The deterioration of the current market should be easy to see. As of this writing, combines have seen 4 straight declines month-over-month in advertised pricing. The slides are only a few thousand dollars rather than tens of thousands of dollars. However, I suspect this will continue, and sometime late summer or early fall, the first auction will take place and officially reset the market. 

Auction activity will require dealers to see which previous years best align with how the number of units they’ve sold is pacing. They also need to look at the difference in the average price of each equipment segment and compare it to the year they are pacing with. Most dealerships will find they are pacing with 2017-19, with the average used machine cost in those years being half of the 2023 cost.

Some Hard Choices

Used equipment cost is going to have an impact on how, when and where each buying group will purchase. In addition, because of the changing buying habits, the overall number of buyers available at any given time will shrink, forcing dealerships to be more data-driven than in the past to understand the market and who will buy before the machine comes into inventory. 

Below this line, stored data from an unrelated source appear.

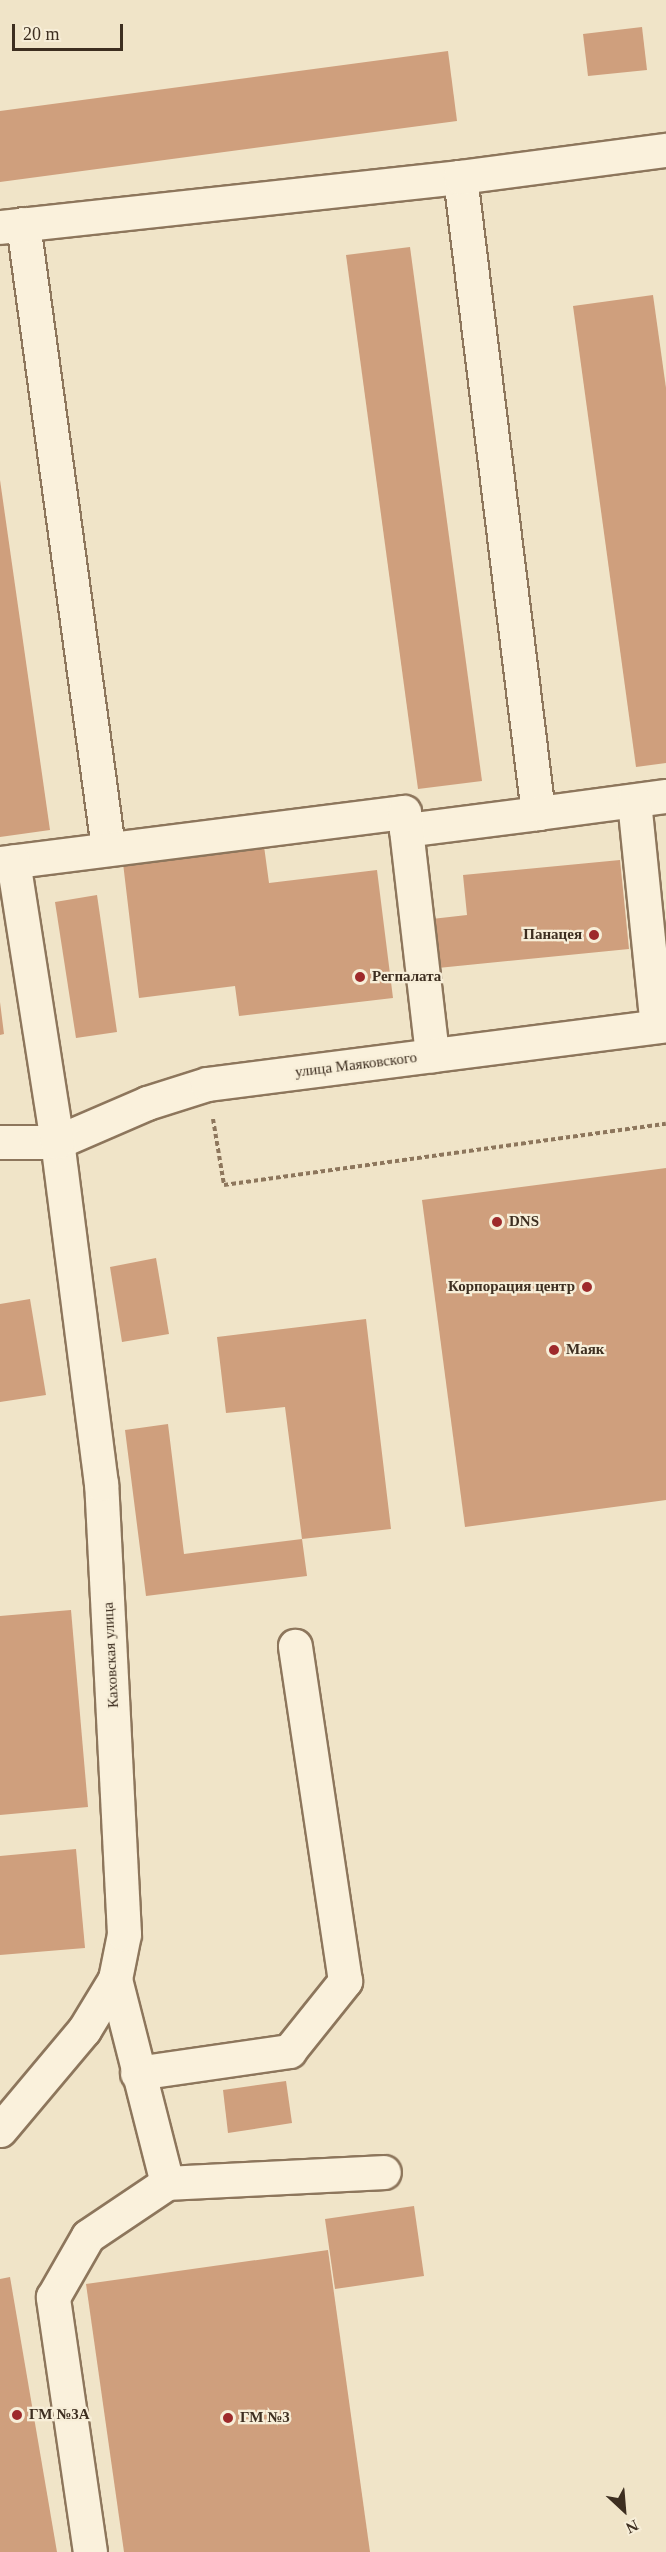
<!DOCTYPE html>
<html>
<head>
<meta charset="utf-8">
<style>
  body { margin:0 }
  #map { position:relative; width:666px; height:2552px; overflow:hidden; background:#f0e4c8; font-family:"Times New Roman",serif }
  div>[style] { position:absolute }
  .building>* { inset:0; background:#cf9f7d }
  .path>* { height:4px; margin-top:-2px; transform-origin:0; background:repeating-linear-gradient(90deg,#8d765c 0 4.5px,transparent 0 7.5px) }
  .roads { filter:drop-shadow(2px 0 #8d765c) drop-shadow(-2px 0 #8d765c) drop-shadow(0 2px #8d765c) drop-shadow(0 -2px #8d765c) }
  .minor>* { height:33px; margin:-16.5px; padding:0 16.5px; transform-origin:16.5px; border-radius:16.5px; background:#faf1dc }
  .dots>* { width:16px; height:16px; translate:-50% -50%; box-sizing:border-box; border:3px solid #f7eed8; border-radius:50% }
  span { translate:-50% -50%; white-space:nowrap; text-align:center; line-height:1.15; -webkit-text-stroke:4.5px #f7eed8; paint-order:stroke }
  .poi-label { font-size:15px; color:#3d2e20; font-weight:700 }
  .right { translate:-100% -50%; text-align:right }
  .left { translate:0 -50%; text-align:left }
  .street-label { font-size:15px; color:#3d2e20 }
  .north { position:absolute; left:594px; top:2480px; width:60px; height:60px; -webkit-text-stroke:4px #f7eed8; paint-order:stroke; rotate:154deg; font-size:16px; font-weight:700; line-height:24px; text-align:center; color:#3d2e20 }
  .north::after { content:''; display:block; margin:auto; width:21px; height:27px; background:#3d2e20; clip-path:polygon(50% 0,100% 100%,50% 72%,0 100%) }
  .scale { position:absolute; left:12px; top:24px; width:111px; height:27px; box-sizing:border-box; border:3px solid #3d2e20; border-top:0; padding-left:8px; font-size:18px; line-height:21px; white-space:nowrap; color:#3d2e20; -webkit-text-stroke:4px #f7eed8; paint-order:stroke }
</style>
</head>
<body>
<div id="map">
  <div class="building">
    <i style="clip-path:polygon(642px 27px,647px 70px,588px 76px,583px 34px)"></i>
    <i style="clip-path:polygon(448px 51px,457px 121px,0 182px,0 111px)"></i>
    <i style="clip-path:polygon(410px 247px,482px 781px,418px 789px,346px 255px)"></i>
    <i style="clip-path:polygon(653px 295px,666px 388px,666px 763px,636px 767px,573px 306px)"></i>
    <i style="clip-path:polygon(0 480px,50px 830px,0 837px)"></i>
    <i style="clip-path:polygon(264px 846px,269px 883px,377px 870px,393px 998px,239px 1016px,235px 986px,139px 998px,123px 863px)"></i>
    <i style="clip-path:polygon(620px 860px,629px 949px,428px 969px,423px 920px,467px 915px,463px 875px)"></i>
    <i style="clip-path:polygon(97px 895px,117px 1032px,76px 1038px,55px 902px)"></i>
    <i style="clip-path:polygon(0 1002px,4px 1034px,0 1035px)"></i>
    <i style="clip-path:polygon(666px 1168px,666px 1500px,465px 1527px,422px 1200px)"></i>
    <i style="clip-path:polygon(156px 1258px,169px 1334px,122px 1342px,110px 1267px)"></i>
    <i style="clip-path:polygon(30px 1299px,46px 1395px,0 1402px,0 1304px)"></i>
    <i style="clip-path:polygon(366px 1319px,391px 1529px,302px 1539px,285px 1407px,226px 1413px,217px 1337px)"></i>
    <i style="clip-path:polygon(168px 1424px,184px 1554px,302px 1539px,307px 1576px,146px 1596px,125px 1430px)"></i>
    <i style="clip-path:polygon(71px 1610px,88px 1807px,0 1815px,0 1616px)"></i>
    <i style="clip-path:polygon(76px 1849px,85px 1948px,0 1955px,0 1856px)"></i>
    <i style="clip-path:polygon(286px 2081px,292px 2123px,228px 2133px,223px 2090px)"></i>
    <i style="clip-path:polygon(414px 2206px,424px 2276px,335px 2289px,325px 2219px)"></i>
    <i style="clip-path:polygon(328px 2250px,370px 2552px,124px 2552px,86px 2284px)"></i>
    <i style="clip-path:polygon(10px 2277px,57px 2552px,0 2552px,0 2279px)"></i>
  </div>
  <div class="path">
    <i style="left:213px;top:1119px;width:67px;rotate:80.5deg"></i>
    <i style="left:224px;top:1185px;width:446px;rotate:-7.9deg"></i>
  </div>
  <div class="roads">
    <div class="minor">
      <i style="left:460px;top:177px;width:641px;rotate:83.01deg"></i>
      <i style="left:538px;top:813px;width:129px;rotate:-7.6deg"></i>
      <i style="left:23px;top:224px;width:630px;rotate:82.24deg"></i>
      <i style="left:0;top:227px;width:463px;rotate:-6.2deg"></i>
      <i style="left:460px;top:177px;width:208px;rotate:-7.5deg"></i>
      <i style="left:634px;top:801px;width:226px;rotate:84.2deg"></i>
      <i style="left:406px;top:830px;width:133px;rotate:-7.3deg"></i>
      <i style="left:0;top:863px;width:407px;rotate:-7.2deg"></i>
      <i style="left:404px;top:812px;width:245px;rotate:83.4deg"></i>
      <i style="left:0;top:1142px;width:57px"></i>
      <i style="left:57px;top:1142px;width:98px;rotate:-23.4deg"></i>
      <i style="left:147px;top:1103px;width:63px;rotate:-17.6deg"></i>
      <i style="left:207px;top:1084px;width:463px;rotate:-7.3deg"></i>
      <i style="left:137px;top:2073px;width:154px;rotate:-8.2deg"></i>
      <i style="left:289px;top:2051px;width:90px;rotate:-51.3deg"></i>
      <i style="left:345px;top:1981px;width:339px;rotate:-98.5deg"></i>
      <i style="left:0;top:2130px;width:131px;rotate:-50deg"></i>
      <i style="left:84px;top:2030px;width:60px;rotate:-58.7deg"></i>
      <i style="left:115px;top:1979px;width:46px;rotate:-78.7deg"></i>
      <i style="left:124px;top:1934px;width:451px;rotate:-92.9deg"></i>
      <i style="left:101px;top:1484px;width:345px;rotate:-97.3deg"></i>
      <i style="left:57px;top:1142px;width:284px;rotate:-98.9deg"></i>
      <i style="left:167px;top:2183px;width:217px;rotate:-2.9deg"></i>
      <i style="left:90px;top:2552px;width:258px;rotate:-98.3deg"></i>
      <i style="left:53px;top:2297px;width:70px;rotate:-60.2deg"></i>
      <i style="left:88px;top:2236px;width:95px;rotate:-33.9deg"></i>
      <i style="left:167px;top:2183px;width:211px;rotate:-104.3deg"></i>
    </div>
  </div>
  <div class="dots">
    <i style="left:594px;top:935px;background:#9e2a2b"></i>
    <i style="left:360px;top:977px;background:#9e2a2b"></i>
    <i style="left:497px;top:1222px;background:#9e2a2b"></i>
    <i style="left:587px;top:1287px;background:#9e2a2b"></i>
    <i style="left:554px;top:1350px;background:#9e2a2b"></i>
    <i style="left:17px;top:2415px;background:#9e2a2b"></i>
    <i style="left:228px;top:2418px;background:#9e2a2b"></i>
  </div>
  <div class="poi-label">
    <span class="right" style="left:582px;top:935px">Панацея</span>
    <span class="left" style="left:372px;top:977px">Регпалата</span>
    <span class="left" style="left:509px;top:1222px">DNS</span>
    <span class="right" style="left:575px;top:1287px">Корпорация центр</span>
    <span class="left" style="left:566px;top:1350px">Маяк</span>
    <span class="left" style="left:29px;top:2415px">ГМ №3А</span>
    <span class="left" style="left:240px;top:2418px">ГМ №3</span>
  </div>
  <div class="street-label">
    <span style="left:356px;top:1065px;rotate:-7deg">улица Маяковского</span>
    <span style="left:111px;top:1655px;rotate:-93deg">Каховская улица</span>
  </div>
  <div class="north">N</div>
  <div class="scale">20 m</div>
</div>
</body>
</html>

As the market continues to tighten and interest rates constrain buying groups even more, buyers’ limited capital is going to make it harder and harder to make a purchase. This will cause buyers to choose between trading in the low interest rate they have or putting more money down to offset accelerated depreciation from higher interest rates. 

I am interested in how leasing and balloon-style payment options will fit into the playbook. They were significant from 2014-20 and will have as much impact in the coming years. Also, unlike in past years, upgrade kits will play a role, both positively and negatively, in customer buying decisions because of current market conditions.